Der 21. Deutsche Bundestag ist gewählt. 630 altbekannte, aber auch neue Abgeordnete werden in den nächsten vier Jahren die Geschicke Deutschlands lenken. Vor allem die politischen Ränder sind im neuen Bundestag erstarkt. Denn AfD und Linke haben deutlich an Stimmen dazugewonnen, besitzen nun sogar eine Sperrminorität. Damit können beide Parteien gemeinsam zum Beispiel Grundgesetzänderungen, die eine Zweidrittelmehrheit benötigen, blockieren. Was beide noch eint, ist ihre Position zu Israel. Denn beide wollen den angegriffenen jüdischen Staat nicht mit Waffen unterstützen. Gleiches gilt übrigens für die Unterstützung der Ukraine.
Und auch ein Blick auf die einzelnen Abgeordneten fördert Verstörendes hervor. Bei den Linken gewann beispielsweise Ferat Koçak ein Direktmandat in Berlin-Neukölln. Koçak ist natürlich gegen Waffenlieferungen, verteidigt israelfeindliche Demonstrationen und macht allein Israel für die Lage in Gaza verantwortlich. Die „Jüdische Allgemeine“ spricht von „Verschwörungsmythen“, die Koçak verbreitet. Linken-Chef Jan van Aken twitterte erst kürzlich, dass er nicht wisse, wie die israelischen Geiseln Kfir und Ariel Bibas während ihrer Gefangenschaft im Gazastreifen ums Leben gekommen sind. Dafür erntete er massiv Kritik. „X“-Nutzer warfen ihm vor, die Verbrechen der Hamas zu verschweigen.
Bei der AfD haben mehrere Vertraute des Thüringer Landeschefs Björn Höcke den Sprung in den Bundestag geschafft. Darunter sein bisheriger Büroleiter Robert Teske. Matthias Helferich (bezeichnete sich einst als das „freundliche Gesicht des NS“) oder Maximilian Krah („nicht alle SS-Mitglieder waren Verbrecher“) haben es ebenso in den Bundestag geschafft. Die Liste ließe sich leider fortsetzen. Darüber hinaus ist die Sorge im politischen Berlin groß, wen die gewählten AfD-Abgeordneten in ihre Bundestagsbüros holen. Bereits in der vergangenen Legislatur beschäftigten AfD-Politiker nach einer BR-Recherche mindestens 100 Rechtsextreme.

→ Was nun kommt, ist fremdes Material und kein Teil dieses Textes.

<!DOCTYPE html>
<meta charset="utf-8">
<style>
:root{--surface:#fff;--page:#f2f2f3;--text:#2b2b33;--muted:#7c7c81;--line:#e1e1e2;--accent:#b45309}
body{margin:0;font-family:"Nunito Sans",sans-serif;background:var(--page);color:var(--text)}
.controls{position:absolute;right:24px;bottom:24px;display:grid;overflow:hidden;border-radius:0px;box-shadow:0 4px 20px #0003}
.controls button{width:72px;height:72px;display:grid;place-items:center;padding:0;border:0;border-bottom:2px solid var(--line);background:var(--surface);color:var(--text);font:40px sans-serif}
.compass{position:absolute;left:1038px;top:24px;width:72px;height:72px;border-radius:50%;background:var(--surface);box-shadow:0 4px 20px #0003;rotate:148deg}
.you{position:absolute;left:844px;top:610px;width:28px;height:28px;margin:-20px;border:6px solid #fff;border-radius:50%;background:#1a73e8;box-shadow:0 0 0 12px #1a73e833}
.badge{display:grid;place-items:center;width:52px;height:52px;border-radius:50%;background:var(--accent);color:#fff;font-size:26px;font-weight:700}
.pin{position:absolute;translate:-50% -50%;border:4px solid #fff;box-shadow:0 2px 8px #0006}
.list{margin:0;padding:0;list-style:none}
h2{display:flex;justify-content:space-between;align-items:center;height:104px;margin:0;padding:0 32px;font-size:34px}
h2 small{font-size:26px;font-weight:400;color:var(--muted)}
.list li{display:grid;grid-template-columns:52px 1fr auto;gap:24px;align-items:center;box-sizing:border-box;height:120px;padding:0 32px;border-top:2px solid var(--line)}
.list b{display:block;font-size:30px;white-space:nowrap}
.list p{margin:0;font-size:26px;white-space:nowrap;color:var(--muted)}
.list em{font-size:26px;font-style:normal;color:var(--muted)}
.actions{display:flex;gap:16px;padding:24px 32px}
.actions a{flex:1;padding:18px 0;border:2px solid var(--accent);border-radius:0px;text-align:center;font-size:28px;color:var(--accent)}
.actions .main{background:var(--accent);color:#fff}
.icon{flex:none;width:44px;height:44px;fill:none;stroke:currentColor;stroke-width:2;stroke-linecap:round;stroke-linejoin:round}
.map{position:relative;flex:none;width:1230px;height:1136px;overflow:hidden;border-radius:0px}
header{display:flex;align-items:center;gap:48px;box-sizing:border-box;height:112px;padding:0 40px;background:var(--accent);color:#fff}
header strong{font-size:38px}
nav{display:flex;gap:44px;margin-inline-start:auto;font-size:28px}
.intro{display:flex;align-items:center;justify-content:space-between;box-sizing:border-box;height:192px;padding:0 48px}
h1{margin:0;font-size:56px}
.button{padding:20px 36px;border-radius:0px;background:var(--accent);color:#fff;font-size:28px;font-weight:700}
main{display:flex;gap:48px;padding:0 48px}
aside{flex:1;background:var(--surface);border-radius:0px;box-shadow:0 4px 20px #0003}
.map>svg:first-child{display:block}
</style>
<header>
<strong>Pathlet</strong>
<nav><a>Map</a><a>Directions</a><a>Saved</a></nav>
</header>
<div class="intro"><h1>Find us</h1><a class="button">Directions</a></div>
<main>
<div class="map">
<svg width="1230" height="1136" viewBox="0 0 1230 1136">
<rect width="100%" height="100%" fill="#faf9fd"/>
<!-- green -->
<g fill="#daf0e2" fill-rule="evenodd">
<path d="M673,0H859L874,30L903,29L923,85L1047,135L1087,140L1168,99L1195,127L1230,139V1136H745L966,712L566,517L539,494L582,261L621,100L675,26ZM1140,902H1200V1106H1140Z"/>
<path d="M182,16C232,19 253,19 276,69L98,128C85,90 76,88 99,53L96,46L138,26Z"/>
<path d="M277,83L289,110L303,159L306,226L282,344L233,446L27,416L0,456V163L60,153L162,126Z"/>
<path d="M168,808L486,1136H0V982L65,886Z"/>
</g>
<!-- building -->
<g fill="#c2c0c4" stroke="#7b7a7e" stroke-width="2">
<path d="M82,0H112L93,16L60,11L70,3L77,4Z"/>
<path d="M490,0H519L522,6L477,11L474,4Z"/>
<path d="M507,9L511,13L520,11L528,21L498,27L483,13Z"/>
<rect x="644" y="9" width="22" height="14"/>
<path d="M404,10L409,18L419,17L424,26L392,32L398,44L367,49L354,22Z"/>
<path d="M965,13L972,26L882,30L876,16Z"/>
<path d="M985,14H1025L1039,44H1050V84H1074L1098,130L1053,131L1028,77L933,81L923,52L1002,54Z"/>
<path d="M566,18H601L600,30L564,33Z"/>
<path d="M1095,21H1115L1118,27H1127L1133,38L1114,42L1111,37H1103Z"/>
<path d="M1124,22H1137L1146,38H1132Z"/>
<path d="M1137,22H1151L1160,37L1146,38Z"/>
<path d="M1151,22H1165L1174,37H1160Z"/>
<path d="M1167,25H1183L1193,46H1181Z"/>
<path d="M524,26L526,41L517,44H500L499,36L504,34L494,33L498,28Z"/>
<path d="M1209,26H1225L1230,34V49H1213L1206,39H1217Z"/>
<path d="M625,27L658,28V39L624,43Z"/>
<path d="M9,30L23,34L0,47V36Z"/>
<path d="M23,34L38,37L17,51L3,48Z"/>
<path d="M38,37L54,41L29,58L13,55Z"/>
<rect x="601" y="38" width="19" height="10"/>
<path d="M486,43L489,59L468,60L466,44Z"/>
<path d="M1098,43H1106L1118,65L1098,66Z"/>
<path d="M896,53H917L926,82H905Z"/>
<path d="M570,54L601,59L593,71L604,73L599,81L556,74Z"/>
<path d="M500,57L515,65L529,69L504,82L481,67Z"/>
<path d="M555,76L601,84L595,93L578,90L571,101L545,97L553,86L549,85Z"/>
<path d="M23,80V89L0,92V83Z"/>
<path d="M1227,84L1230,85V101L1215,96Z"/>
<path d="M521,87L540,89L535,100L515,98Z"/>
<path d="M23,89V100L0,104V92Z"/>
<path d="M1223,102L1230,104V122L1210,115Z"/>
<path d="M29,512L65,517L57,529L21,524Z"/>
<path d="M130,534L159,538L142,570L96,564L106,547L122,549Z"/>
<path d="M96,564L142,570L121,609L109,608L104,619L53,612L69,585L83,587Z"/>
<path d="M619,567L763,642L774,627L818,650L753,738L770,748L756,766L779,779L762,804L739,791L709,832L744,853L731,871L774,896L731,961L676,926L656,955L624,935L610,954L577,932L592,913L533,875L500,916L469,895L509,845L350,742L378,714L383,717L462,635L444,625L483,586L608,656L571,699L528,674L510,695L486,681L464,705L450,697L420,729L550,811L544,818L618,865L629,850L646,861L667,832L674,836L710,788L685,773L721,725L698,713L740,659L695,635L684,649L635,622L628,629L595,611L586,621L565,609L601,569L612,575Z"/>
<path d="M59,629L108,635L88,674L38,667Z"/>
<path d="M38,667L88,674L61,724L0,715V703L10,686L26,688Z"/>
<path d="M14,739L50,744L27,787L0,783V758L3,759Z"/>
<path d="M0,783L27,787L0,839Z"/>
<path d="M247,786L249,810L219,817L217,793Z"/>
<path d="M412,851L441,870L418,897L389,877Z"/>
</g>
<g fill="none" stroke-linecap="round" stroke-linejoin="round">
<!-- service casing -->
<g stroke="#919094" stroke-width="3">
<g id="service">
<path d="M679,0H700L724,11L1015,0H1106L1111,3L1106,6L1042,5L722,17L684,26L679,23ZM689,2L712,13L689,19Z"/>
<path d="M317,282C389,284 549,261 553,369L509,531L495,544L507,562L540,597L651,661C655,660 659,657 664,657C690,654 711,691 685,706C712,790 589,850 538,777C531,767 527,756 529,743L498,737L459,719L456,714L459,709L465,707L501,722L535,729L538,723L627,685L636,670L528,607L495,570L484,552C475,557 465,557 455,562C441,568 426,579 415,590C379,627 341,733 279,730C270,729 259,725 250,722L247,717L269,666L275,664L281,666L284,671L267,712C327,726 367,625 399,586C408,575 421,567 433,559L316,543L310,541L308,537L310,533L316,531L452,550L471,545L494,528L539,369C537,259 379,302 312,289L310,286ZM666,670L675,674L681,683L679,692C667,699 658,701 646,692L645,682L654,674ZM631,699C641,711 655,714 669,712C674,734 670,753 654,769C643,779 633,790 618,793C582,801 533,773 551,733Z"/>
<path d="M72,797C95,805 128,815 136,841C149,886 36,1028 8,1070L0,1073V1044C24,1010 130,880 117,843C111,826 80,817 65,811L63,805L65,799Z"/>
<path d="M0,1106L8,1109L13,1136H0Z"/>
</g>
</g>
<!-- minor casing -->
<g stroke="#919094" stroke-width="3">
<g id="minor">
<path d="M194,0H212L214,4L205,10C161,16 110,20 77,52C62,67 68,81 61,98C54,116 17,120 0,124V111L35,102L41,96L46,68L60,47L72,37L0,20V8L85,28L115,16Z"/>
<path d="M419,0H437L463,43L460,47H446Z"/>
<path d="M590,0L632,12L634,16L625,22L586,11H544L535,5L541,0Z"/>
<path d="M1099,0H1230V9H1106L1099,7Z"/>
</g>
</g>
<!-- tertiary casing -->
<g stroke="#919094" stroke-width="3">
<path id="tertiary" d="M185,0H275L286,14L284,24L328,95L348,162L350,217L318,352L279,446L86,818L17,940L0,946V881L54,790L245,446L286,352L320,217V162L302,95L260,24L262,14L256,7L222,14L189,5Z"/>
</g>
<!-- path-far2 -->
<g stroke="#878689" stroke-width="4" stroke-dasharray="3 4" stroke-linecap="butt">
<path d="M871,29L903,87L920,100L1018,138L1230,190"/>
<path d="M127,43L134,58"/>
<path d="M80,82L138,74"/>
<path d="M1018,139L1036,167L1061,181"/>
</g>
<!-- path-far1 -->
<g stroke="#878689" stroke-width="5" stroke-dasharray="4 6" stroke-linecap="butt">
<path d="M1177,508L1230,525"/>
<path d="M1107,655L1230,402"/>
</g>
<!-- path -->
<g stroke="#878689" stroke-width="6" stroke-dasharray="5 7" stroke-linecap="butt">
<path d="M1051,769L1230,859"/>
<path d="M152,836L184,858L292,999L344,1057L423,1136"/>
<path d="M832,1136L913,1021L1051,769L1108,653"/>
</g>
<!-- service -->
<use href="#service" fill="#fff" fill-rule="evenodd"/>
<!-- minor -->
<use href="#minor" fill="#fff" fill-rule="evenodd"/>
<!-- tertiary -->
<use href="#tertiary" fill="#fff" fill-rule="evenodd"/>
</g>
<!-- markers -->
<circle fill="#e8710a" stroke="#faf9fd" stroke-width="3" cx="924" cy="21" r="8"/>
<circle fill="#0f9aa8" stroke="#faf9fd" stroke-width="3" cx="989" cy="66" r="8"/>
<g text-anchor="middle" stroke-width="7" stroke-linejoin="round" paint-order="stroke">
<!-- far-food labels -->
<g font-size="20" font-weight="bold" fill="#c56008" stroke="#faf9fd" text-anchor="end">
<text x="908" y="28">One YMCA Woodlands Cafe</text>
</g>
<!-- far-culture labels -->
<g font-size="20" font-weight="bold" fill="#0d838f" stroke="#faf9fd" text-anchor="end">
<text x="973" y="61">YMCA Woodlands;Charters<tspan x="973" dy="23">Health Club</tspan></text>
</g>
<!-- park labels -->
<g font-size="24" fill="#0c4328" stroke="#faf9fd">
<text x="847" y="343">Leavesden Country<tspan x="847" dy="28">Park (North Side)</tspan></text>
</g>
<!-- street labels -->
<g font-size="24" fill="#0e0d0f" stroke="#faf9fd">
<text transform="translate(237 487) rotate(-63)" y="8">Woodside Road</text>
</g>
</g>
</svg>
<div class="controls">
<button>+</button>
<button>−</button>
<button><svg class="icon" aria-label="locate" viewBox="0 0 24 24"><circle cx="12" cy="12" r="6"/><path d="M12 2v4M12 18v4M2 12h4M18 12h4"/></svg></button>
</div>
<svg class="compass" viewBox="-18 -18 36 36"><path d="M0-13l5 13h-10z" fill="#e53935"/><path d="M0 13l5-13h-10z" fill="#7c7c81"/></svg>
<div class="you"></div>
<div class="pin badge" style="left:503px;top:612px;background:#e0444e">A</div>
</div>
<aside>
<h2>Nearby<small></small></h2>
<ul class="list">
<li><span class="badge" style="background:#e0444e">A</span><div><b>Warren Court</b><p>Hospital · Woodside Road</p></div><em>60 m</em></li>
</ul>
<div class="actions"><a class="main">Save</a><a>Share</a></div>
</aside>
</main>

Bereits direkt nach der Wahl und mit Blick auf den Wahlerfolg der AfD sagte die Holocaust-Überlebende und frühere Vorsitzende des Zentralrats der Juden, Charlotte Knobloch: „Das ist ein Fanal.“ Deutschland sei nun ein anderes Land. Was das konkret bedeutet, zeigt das Beispiel Hanna Veiler, ihres Zeichens Präsidentin der Jüdischen Studierendenunion Deutschland (JSUD). In einem Interview der „Jüdischen Allgemeinen“ erklärte die 27-Jährige, dass sie Deutschland verlassen will. Nach der Bundestagswahl und dem Wahlerfolg der AfD sei eine rote Linie überschritten.
Jüdisches Leben in Deutschland ist nicht erst seit der Bundestagswahl bedroht. Und auch nicht neu ist, dass jüdisches Leben von allen Richtungen – links, rechts, muslimisch – bedroht wird. Doch die Geschichte zeigt, dass eine Gesellschaft, die es Juden unmöglich macht, zu leben, sich es früher oder später selbst unmöglich macht, frei zu leben.